◆ **Aim of the task**
Output the full listing again without altering anything.

◆ **Given data**

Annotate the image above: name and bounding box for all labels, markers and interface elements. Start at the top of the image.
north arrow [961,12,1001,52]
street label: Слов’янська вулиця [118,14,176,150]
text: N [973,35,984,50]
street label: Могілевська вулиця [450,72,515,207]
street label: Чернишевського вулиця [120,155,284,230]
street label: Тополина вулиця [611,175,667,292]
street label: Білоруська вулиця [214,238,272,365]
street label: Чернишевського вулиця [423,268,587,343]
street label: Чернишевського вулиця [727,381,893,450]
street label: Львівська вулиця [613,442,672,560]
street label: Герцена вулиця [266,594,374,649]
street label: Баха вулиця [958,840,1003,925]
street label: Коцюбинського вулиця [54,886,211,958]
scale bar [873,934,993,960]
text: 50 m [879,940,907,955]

◆ **Task result**
Annotate the image above: name and bounding box for all labels, markers and interface elements. Start at the top of the image.
north arrow [961,12,1001,52]
street label: Слов’янська вулиця [118,14,176,150]
text: N [973,35,984,50]
street label: Могілевська вулиця [450,72,515,207]
street label: Чернишевського вулиця [120,155,284,230]
street label: Тополина вулиця [611,175,667,292]
street label: Білоруська вулиця [214,238,272,365]
street label: Чернишевського вулиця [423,268,587,343]
street label: Чернишевського вулиця [727,381,893,450]
street label: Львівська вулиця [613,442,672,560]
street label: Герцена вулиця [266,594,374,649]
street label: Баха вулиця [958,840,1003,925]
street label: Коцюбинського вулиця [54,886,211,958]
scale bar [873,934,993,960]
text: 50 m [879,940,907,955]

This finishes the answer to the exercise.